Она вышла, подала по четыре рубля каждому, а рубль за доставку протянула Егору отдельно.
Егор взглянул на Матвеича, понял: не простит он ему жадности; осторожно отвел от себя руку женщины, тихо проговорил:
— Не надо, пошутил я…
— Какие шутки… Картошка-то отборная, — оторопев, сказала женщина, пытаясь вложить рубль Егору в карман.
Егор увернулся, двинулся к подводе, обернулся у ворот: облегченно, радостно махнул рукой:
— До свиданьица… Шутник я.
Влез в телегу, взял вожжи; заметив, что Матвеич сел спиной к нему, сник и всю дорогу до базара ехал с видом провинившегося пацана.
Перед въездом остановились, прислушались к людскому гомону, который, ни на минуту не стихая, перекатывался над рядами.

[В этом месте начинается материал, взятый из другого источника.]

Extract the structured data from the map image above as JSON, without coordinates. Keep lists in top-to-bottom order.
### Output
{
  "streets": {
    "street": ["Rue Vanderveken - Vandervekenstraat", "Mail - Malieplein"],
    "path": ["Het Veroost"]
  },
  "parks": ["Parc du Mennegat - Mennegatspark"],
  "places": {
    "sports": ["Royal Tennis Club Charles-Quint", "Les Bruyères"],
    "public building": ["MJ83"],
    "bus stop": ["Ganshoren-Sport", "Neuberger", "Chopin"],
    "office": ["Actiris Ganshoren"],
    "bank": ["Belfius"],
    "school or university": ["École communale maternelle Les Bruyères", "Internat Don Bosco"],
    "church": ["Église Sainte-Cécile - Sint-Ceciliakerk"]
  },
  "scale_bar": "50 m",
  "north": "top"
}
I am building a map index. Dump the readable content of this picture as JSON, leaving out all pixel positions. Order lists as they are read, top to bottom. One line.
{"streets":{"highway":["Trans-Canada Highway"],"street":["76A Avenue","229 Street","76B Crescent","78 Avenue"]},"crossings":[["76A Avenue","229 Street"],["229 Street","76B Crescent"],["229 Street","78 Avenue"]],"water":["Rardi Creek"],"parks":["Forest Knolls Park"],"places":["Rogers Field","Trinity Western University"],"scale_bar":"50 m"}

Матвеич зашевелился, достал папиросы, мягко ткнул пачкой в плечо Егора. Оба закурили, встретились глазами. Егор задохнулся дымом, откашлялся, сказал хрипло:
— Сапог, боюсь, нет…
— Да шут с ними, — успокоил его Матвеич, выпростал из сена сапог, добавил: — В этих проходим. Нечего суетиться…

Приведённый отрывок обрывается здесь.